LOW TIDE: Boys On The Brink
Michael Colbert is a writer based in Portland, Maine. He…
Summer is high on the Jersey Shore for a group of boys and the Bennys (the tourists from Bayonne, Elizabeth, Newark, New York) who crowd them out of their hometown. Low Tidetells the story of a group of friends – Alan, Red, Smitty, and Peter – who steal jewelry and precious goods from vacation homes of the wealthy.
After they read about the death of the town’s wealthiest landowner, who lived out on the peninsula, they ride their boat to his house after dark and find a sack of gold coins under the floorboards, shimmering in the crawlspace like a genie’s lamp. Once somebody snitches to the local cop – the type who used to be one of them – the group implodes, driven by love, money, and their desires that extend beyond the pier where they go fishing.

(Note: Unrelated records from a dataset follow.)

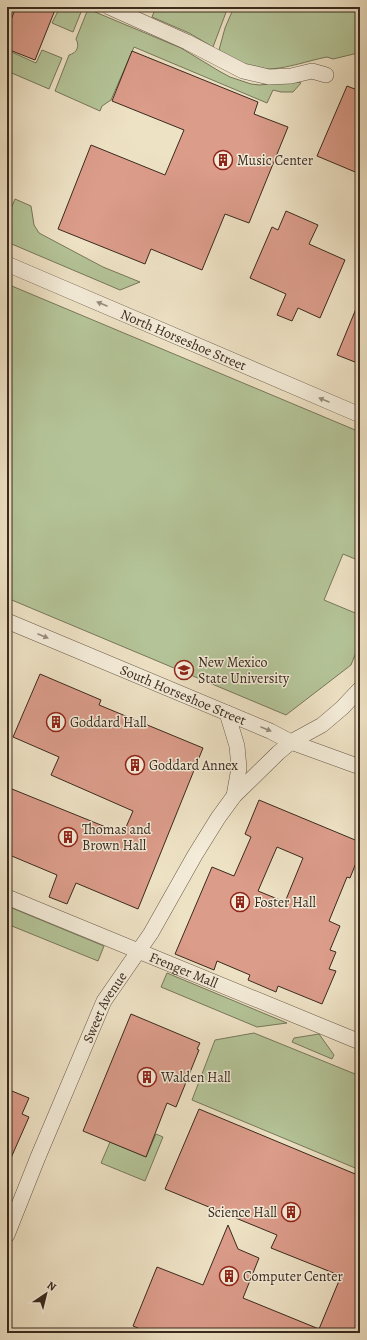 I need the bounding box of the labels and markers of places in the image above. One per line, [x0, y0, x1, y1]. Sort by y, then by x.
building icon: Music Center [212, 149, 234, 171]
place label: Music Center [237, 151, 314, 170]
place label: New Mexico State University [198, 653, 290, 688]
school or university icon: New Mexico State University [173, 659, 195, 681]
building icon: Goddard Hall [45, 711, 67, 733]
place label: Goddard Hall [70, 713, 147, 732]
building icon: Goddard Annex [124, 754, 146, 776]
place label: Goddard Annex [149, 756, 238, 775]
place label: Thomas and Brown Hall [82, 820, 152, 855]
building icon: Thomas and Brown Hall [57, 826, 79, 848]
building icon: Foster Hall [229, 891, 251, 913]
place label: Foster Hall [254, 893, 316, 912]
building icon: Walden Hall [136, 1066, 158, 1088]
place label: Walden Hall [160, 1068, 231, 1087]
building icon: Science Hall [280, 1201, 302, 1223]
place label: Science Hall [208, 1203, 278, 1222]
building icon: Computer Center [218, 1265, 240, 1287]
place label: Computer Center [243, 1267, 343, 1286] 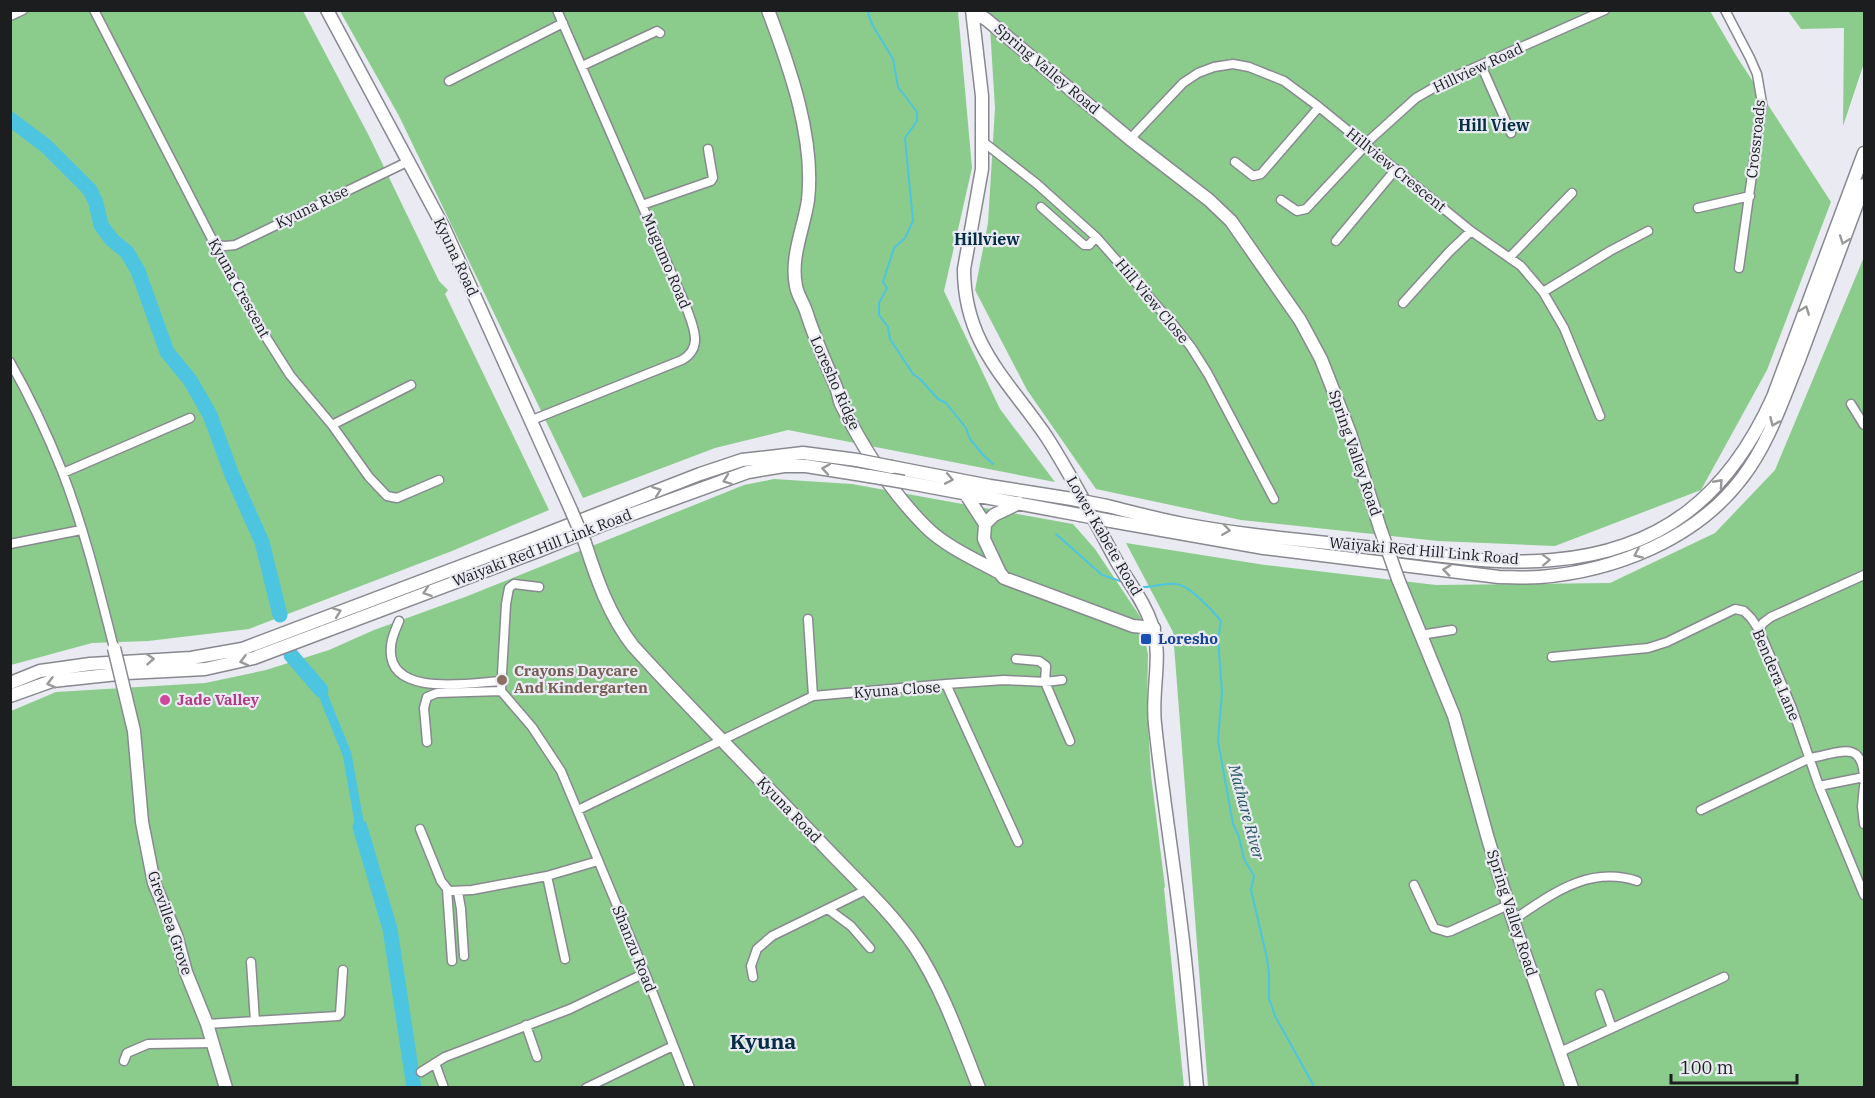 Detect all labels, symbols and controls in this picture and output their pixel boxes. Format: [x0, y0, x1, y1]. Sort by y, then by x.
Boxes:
street label: Spring Valley Road [991, 19, 1104, 118]
street label: Hillview Road [1430, 38, 1526, 97]
street label: Crossroads [1742, 99, 1769, 179]
district label: Hill View [1458, 115, 1530, 135]
street label: Hillview Crescent [1342, 123, 1450, 216]
street label: Kyuna Rise [272, 181, 351, 232]
street label: Mugumo Road [638, 210, 695, 311]
street label: Kyuna Road [430, 214, 483, 299]
district label: Hillview [954, 229, 1020, 249]
one-way arrow [1839, 234, 1852, 245]
street label: Kyuna Crescent [204, 235, 275, 341]
street label: Hill View Close [1111, 254, 1193, 347]
one-way arrow [1798, 305, 1811, 316]
street label: Loresho Ridge [806, 333, 865, 433]
street label: Spring Valley Road [1325, 387, 1386, 518]
one-way arrow [1770, 416, 1782, 427]
one-way arrow [822, 463, 832, 476]
one-way arrow [944, 471, 954, 484]
one-way arrow [722, 472, 733, 485]
street label: Lower Kabete Road [1062, 472, 1146, 599]
one-way arrow [1712, 480, 1723, 490]
one-way arrow [651, 485, 662, 498]
street label: Waiyaki Red Hill Link Road [450, 505, 634, 591]
one-way arrow [1222, 523, 1231, 535]
street label: Waiyaki Red Hill Link Road [1328, 533, 1520, 568]
one-way arrow [1633, 547, 1644, 559]
one-way arrow [1541, 554, 1550, 567]
one-way arrow [1442, 564, 1451, 577]
one-way arrow [422, 585, 433, 598]
one-way arrow [332, 607, 342, 620]
street label: Bendera Lane [1749, 626, 1804, 724]
place label: Loresho [1158, 629, 1218, 648]
marker: Loresho [1139, 632, 1153, 646]
one-way arrow [146, 653, 155, 666]
one-way arrow [239, 653, 249, 666]
place label: Crayons Daycare And Kindergarten [514, 661, 648, 697]
marker: Crayons Daycare And Kindergarten [495, 673, 509, 687]
one-way arrow [46, 675, 56, 688]
street label: Kyuna Close [853, 677, 941, 702]
place label: Jade Valley [177, 690, 260, 709]
marker: Jade Valley [158, 693, 172, 707]
water label: Mathare River [1224, 761, 1270, 863]
street label: Kyuna Road [753, 773, 826, 847]
street label: Spring Valley Road [1483, 847, 1542, 979]
street label: Grevillea Grove [144, 868, 197, 977]
street label: Shanzu Road [608, 903, 661, 995]
district label: Kyuna [730, 1027, 796, 1055]
scale bar [1671, 1047, 1797, 1085]
text: 100 m [1680, 1056, 1734, 1079] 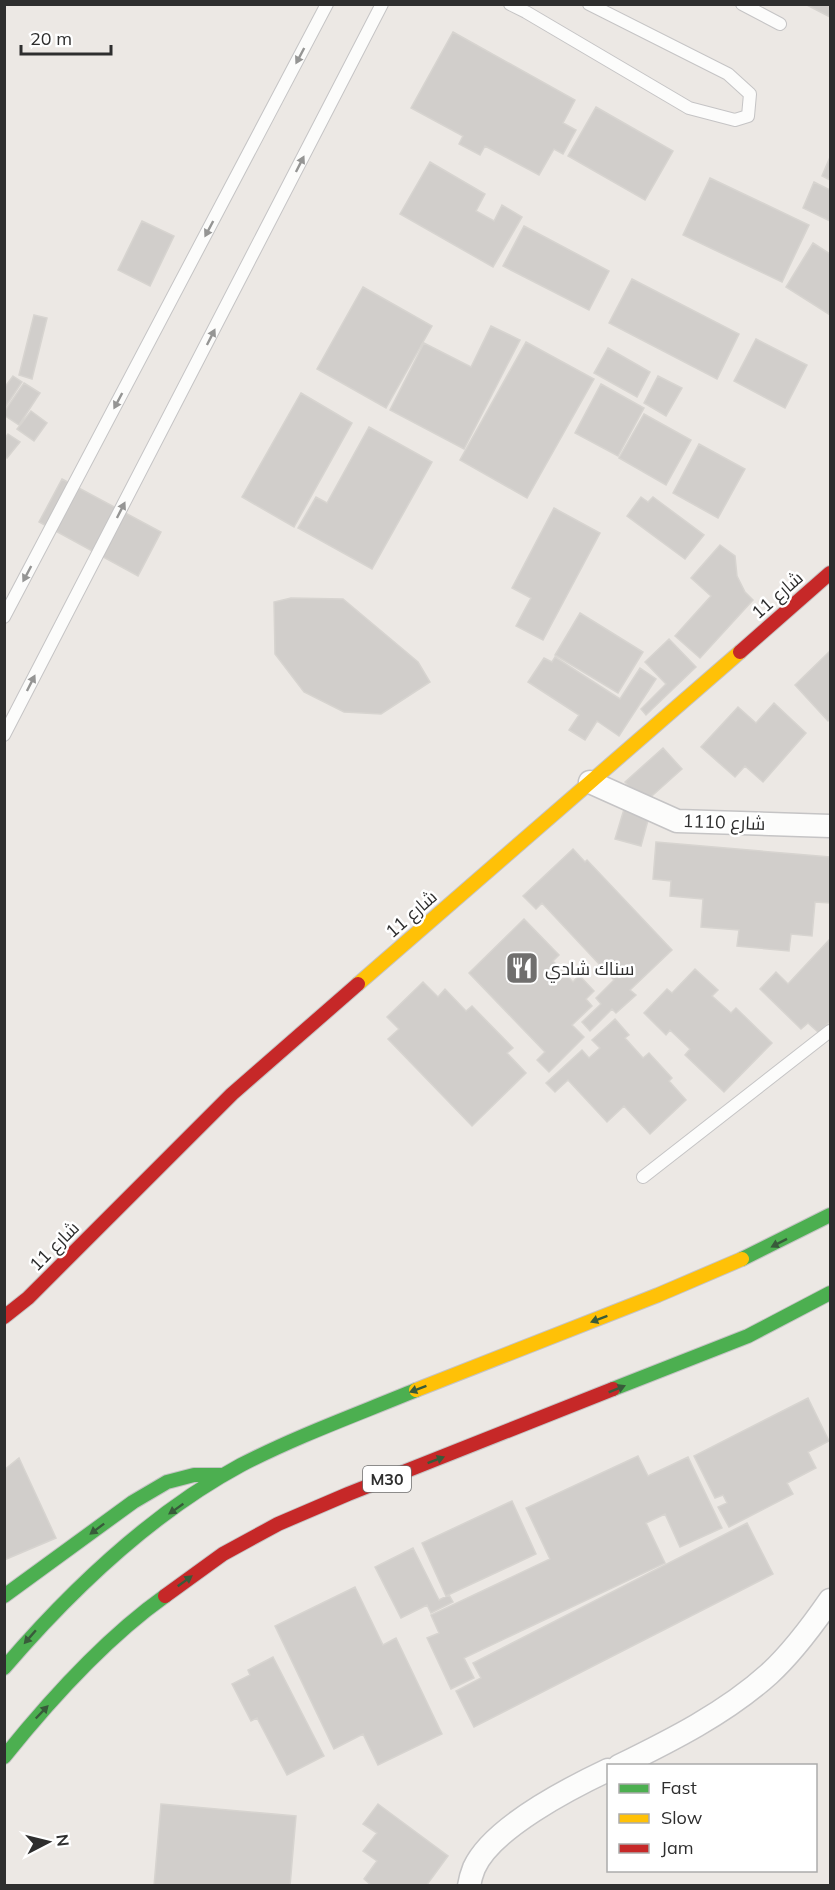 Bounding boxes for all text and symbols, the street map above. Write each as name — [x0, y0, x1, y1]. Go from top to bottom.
scale bar — [21, 18, 111, 56]
text: 20 m — [30, 27, 72, 50]
one-way arrow — [295, 48, 304, 65]
one-way arrow — [295, 155, 305, 172]
one-way arrow — [204, 221, 214, 238]
one-way arrow — [206, 328, 215, 345]
one-way arrow — [113, 393, 123, 410]
one-way arrow — [116, 501, 126, 518]
one-way arrow — [22, 566, 32, 583]
street label: شارع 11 — [746, 566, 808, 625]
one-way arrow — [27, 675, 36, 692]
street label: شارع 1110 — [682, 809, 766, 836]
street label: شارع 11 — [380, 885, 442, 944]
restaurant icon: سناك شادي — [504, 950, 540, 986]
place label: سناك شادي — [545, 957, 634, 983]
street label: شارع 11 — [24, 1216, 84, 1276]
one-way arrow — [770, 1238, 787, 1248]
one-way arrow — [590, 1314, 608, 1324]
one-way arrow — [608, 1384, 626, 1393]
one-way arrow — [408, 1385, 426, 1395]
one-way arrow — [427, 1455, 445, 1465]
road number: M30 — [363, 1466, 411, 1492]
one-way arrow — [169, 1502, 184, 1514]
one-way arrow — [89, 1522, 104, 1534]
one-way arrow — [177, 1575, 192, 1587]
one-way arrow — [24, 1629, 37, 1644]
one-way arrow — [34, 1706, 48, 1720]
legend — [607, 1764, 817, 1872]
text: Fast — [661, 1776, 697, 1799]
text: Slow — [661, 1806, 703, 1829]
north arrow — [18, 1812, 78, 1872]
text: N — [52, 1833, 74, 1847]
text: Jam — [661, 1836, 694, 1859] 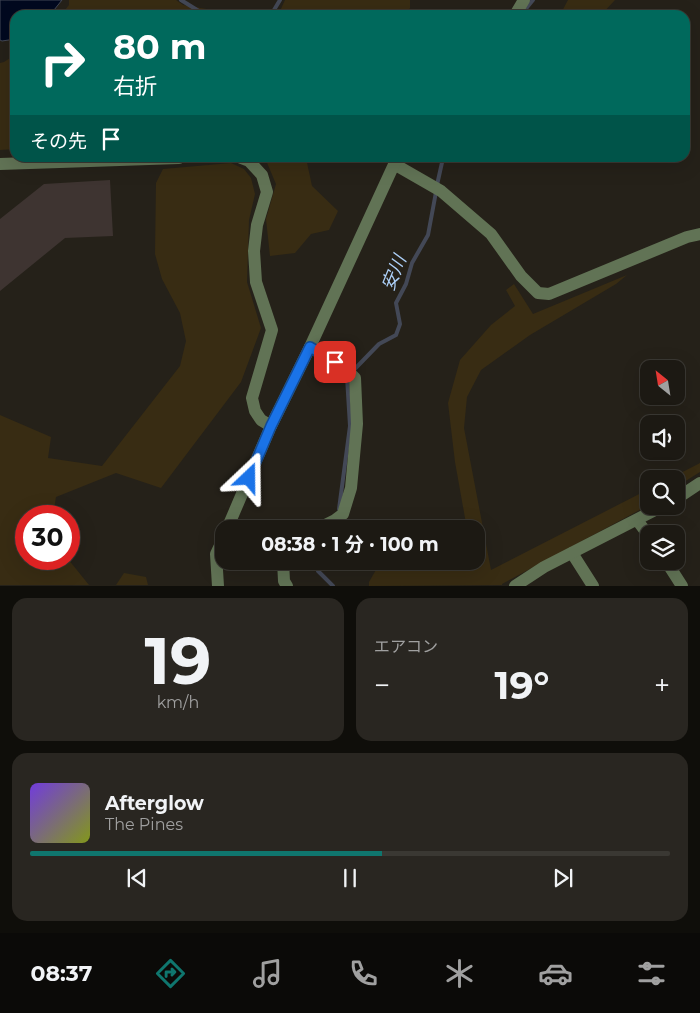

Summer Dreams in Sandy Point
Sandy Point, New Jersey wields its own power over the people in the community. In the first scene, Smitty, Alan, and Red rob a cedar-shingled house on the water. Shots down hallways and over the house’s roof frame the boys – and the homeowners returning after a night out – within a space they’re not meant to be. When they return home to Alan and Peter’s home, Peter is watching old shows on TV. Once again, they’re confined by floral wallpaper and feeling the puff of AC through air vents. Their summer exists as a pull between houses of luxury and their own homes, almost always void of adults.
When the boys go to the town boardwalk for a night of smoking, drinking, and catcalling – during which they’re called out for their behavior – colored lights and ocean waves set the backdrop for an evening of summer love. Alan flirts with Mary, a Benny from Connecticut, and they ride in swinging chairs over the boardwalk below. The boys sit at the precipice: here the summer is dreamy, just fun. Nobody has snitched or gone to the police or been held accountable for their actions, and the lighting, set, and editing drive headlong into the dreaminess of the evening. Colored lights melt into the night sky. Toy guns pop through five-star shooting cards.
When they boat out to the deceased landowner’s house, the playfulness continues. They find gold under the floorboards. Music synced to cuts of them opening drawers and peering through thresholds makes a group of boy thieves feel like they’re expert robbers. Their work is still romantic – for what are they but local Robin Hoods or boys burying gold coins and creating a treasure map, complete with an X to mark the spot?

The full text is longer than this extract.